On Thu, 30 Sep 1999, Scott Brown wrote:

> The findfirst test finished in 1.98 seconds, while the readdir/stat
> test finished in a whopping 133.96 seconds.

I tested this on two different but similar machines, both on DOS and
Windows 95, and I don't see such a large ratio.  The tests were run on
two similar disks with about 26,000 files in some 900 directories.
Here are my results:

		             DOS 5.0    Windows 95 4.00.950
	   method

      findfirst/findnext       4 sec          6 sec
      readdir/stat(default)  100 sec        400 sec
      readdir/stat(optimal)   53 sec        165 sec
      readdir/access          32 sec         75 sec
      readdir/stat(nlink)     23 sec         82 sec

The last two methods need a few words of explanation.  readdir/access
uses `access' instead of `stat'; this will only work if you need to
know whether the file is a directory or not.  readdir/stat(nlink) uses
an optimization of directory traversal, whereby after you see st_nlink-2
subdirectories, you *know* there are no more subdirectories in this
directory, so you can stop calling `stat' for the purpose of finding
subdirectories.

Since your application needs the size and time stamp of the files, the
last two methods won't do for you.

The above numbers are different from yours in one crucial aspect: the
difference between the default and optimal stat flags *is* significant
in my case.  I don't know why in your case it was negligible; if you
are using a FAT32 volume, it might be due to the difference in the
filesystem code (mine is FAT16).

Also note how better is performance on DOS relative to Windows.  (I
did make sure that all other applications were idle when I ran the
tests.)

In any case, the ratio of findfirst/findnext method to readdir/stat,
even for Windows, is not 1:100, but about 1:65 for default `stat', and
1:30 for the optimal `stat'.  A real-world application, which actually
does something with the files, in addition to just traversing the
directory tree, should show smaller ratios.

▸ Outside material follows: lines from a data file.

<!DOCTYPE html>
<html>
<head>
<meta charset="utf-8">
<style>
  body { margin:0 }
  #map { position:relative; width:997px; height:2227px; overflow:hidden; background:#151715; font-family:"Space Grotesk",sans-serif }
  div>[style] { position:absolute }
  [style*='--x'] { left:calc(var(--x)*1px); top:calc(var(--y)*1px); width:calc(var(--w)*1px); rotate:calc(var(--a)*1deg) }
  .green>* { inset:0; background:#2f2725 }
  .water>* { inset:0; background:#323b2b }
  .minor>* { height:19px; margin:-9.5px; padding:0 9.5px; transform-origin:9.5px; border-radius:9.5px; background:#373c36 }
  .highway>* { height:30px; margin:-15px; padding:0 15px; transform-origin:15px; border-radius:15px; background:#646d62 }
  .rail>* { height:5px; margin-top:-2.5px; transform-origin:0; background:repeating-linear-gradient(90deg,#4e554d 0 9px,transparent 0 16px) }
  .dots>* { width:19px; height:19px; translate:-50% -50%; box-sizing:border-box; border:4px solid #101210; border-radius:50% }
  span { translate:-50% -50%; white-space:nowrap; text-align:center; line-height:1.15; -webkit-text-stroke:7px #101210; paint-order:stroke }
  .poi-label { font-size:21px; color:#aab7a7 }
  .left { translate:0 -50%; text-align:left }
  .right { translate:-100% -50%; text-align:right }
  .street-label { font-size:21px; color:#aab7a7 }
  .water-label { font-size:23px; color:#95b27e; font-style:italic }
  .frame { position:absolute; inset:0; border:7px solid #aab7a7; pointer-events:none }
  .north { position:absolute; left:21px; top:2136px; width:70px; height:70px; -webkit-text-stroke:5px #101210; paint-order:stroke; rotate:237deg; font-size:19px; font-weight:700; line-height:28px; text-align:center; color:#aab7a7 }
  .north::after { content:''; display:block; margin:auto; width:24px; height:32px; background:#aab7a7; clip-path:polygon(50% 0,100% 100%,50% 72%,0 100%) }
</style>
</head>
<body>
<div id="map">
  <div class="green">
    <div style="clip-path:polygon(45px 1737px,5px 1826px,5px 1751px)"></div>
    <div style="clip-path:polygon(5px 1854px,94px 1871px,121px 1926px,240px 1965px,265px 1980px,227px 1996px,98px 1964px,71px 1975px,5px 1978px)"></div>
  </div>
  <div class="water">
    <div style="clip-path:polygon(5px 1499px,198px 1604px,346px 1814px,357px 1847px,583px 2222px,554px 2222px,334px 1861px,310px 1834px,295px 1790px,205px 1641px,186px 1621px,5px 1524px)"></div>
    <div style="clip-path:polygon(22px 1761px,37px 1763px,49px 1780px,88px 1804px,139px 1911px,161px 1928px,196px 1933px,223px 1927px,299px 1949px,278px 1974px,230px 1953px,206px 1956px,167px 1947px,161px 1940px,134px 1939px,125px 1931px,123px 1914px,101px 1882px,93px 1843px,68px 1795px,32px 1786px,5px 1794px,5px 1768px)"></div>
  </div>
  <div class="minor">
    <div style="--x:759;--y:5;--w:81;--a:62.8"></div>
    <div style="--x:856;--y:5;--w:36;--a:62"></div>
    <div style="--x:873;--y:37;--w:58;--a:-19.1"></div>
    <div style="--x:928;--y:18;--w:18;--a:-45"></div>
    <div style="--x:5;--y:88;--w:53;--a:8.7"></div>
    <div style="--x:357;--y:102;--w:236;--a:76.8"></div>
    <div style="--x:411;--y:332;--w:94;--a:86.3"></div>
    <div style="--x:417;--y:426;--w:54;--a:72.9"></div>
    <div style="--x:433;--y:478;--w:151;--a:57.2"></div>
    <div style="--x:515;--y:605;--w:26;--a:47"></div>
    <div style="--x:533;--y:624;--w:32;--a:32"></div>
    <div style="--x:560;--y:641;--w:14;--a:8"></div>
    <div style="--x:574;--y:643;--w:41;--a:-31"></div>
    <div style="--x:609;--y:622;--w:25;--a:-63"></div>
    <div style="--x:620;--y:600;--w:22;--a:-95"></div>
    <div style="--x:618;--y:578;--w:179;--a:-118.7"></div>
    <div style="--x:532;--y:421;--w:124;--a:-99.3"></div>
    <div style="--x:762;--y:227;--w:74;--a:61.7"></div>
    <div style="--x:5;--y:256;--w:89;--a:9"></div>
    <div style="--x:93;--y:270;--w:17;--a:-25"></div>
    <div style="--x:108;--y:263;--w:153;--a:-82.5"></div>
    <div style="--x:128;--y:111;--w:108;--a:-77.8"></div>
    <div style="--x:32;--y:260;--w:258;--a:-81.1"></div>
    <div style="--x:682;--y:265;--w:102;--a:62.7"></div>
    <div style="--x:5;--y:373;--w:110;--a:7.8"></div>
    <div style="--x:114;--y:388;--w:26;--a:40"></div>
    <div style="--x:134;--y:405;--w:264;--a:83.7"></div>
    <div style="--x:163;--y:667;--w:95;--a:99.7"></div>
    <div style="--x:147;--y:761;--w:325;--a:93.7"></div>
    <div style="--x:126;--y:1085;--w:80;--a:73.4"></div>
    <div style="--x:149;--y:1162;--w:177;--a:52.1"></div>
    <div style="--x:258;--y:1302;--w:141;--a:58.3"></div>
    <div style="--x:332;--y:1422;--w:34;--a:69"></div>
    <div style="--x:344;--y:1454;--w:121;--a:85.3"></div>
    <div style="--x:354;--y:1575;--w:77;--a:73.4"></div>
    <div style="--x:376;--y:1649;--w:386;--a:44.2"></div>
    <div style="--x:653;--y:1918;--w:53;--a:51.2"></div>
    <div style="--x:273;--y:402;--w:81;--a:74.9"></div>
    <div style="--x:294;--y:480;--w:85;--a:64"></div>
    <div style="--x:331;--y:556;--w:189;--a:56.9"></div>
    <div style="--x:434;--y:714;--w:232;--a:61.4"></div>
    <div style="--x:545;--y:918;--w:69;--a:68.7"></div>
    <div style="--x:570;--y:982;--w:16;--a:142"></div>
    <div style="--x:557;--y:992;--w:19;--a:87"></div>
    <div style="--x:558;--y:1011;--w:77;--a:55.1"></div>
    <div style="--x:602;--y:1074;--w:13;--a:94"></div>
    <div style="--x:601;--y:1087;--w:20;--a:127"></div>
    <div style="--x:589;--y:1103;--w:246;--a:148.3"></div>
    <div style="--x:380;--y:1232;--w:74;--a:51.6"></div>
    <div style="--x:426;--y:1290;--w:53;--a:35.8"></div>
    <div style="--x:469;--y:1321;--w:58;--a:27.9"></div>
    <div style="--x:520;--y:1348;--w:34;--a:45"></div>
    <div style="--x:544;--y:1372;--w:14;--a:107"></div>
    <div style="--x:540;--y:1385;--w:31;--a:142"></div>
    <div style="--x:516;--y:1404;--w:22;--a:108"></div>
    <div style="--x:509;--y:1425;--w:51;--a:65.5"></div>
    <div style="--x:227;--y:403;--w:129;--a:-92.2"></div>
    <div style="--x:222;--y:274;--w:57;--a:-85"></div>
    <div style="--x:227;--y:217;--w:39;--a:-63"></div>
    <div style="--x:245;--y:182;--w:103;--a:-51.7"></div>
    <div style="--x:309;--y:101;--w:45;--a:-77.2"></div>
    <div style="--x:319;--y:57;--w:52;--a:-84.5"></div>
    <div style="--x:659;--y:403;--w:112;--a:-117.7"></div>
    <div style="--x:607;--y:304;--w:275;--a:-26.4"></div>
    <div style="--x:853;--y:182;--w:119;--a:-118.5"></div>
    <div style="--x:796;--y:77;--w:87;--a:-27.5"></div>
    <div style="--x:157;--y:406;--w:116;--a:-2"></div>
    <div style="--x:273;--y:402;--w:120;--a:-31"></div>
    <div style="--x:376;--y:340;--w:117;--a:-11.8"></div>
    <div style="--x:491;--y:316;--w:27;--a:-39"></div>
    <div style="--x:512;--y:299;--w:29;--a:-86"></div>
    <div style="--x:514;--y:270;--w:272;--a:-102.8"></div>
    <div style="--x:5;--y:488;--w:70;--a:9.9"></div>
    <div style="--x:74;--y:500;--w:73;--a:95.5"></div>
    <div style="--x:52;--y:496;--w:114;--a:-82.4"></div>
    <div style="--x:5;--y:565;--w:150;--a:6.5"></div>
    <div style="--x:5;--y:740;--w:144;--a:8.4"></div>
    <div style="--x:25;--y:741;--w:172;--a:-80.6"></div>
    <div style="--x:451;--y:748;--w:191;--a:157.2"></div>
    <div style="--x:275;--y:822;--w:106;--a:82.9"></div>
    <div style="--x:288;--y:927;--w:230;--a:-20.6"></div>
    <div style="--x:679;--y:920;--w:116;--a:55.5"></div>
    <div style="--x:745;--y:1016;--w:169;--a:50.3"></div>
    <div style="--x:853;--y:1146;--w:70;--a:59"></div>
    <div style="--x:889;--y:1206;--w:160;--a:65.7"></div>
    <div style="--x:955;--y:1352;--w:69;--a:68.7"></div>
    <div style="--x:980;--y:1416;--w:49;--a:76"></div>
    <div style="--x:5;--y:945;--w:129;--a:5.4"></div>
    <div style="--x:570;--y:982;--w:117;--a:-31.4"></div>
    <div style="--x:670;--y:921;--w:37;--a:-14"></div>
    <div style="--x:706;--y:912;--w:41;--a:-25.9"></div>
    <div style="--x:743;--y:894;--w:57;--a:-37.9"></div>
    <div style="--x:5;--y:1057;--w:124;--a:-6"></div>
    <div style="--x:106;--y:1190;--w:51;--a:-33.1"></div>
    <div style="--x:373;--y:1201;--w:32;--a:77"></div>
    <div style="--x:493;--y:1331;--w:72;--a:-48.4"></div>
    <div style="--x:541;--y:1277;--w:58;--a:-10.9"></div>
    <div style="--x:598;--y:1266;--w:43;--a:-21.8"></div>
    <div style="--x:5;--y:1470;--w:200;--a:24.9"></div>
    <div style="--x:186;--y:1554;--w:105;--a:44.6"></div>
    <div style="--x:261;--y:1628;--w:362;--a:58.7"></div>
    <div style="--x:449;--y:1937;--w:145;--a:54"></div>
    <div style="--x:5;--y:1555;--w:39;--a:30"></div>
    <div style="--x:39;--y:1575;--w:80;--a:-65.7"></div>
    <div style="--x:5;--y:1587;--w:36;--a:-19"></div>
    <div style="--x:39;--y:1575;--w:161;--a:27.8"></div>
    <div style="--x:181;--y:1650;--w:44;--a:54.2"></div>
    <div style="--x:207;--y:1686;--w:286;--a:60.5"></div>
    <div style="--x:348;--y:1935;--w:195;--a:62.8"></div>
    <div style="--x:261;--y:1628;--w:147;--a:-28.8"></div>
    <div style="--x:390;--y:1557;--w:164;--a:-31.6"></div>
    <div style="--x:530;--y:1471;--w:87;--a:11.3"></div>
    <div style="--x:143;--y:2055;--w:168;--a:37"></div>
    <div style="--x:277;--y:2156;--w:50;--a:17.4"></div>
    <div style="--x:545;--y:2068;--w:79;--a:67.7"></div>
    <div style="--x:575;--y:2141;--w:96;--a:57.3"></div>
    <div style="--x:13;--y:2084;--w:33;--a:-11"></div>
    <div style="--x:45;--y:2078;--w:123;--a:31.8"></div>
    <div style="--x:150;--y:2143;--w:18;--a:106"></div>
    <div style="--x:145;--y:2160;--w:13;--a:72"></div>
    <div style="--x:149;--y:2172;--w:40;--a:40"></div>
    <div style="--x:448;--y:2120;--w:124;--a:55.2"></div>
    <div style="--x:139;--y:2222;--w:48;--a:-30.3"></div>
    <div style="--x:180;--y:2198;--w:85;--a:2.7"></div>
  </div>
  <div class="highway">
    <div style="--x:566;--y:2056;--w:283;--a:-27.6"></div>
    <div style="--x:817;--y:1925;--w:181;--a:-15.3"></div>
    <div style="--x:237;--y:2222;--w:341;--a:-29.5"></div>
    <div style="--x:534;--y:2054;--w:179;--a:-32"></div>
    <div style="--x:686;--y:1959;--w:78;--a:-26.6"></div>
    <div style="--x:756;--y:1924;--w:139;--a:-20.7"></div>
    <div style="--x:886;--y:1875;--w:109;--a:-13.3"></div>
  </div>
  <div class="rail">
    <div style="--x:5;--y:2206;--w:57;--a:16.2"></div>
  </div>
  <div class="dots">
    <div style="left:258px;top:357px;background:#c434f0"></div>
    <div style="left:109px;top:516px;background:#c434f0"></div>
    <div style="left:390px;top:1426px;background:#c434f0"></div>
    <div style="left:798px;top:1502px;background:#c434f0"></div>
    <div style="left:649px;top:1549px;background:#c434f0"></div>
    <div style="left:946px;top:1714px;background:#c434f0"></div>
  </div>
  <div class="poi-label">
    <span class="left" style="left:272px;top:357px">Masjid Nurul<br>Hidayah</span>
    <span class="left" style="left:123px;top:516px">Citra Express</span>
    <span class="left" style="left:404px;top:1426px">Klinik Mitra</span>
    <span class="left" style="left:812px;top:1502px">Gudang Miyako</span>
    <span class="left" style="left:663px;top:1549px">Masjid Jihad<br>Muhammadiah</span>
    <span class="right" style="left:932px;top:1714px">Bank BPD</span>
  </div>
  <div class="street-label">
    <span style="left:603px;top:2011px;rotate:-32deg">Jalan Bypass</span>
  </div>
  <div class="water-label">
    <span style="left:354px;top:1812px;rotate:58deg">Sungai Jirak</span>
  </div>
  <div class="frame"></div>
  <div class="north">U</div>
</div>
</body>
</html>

> I believe my test code is fair, but second opinions are welcome

Actually, it's about as unfair as a fair program can be ;-).

The findfirst/findnext method calls findfirst/findnext only once for
any given file, and then gets all its info from that call.  In
contrast, readdir/stat calls findfirst/findnext at least twice (once
in readdir and another time in stat).  In addition, findfirst (called
by stat for every file) is about 10 times slower than findnext--this
is the reason behind the 1:10 rule of thumb I was citing earlier.  And
if that's not enough, stat invokes lots of other system calls:
_truename and _fixpath, to name just two; it also calls time-related
functions to translate the file's time stamp into a Posix-compliant
time_t value (this includes computation of the time zone, use of DST
rules, etc.).

As I said: stat is expensive, especially when used massively.

> My test program is fairly representative of the kind of directory
> traversal code I use in my applications.

If you want to speed up you application and still leave it portable, I
suggest to try to restructure the way you traverse the files.  As
written, the test program uses a traversal method optimal for
findfirst/findnext, which will always loose badly with the Posix
functions (because the OS kernel doesn't cache the findfirst/findnext
entries like Unix does with stat).  Using a different traversal method
might make the program faster.  I cannot suggest any specific
algorithm without knowing what does the application do with the file
information it gathers.

One minor optimization you could use is to start the search from a
fully qualified directory name.  The test program uses ".", which
forces _fixpath to call DOS for the default drive and directory FOR
EACH FILE it processes.  This alone amounts to 5-10 seconds of run
time.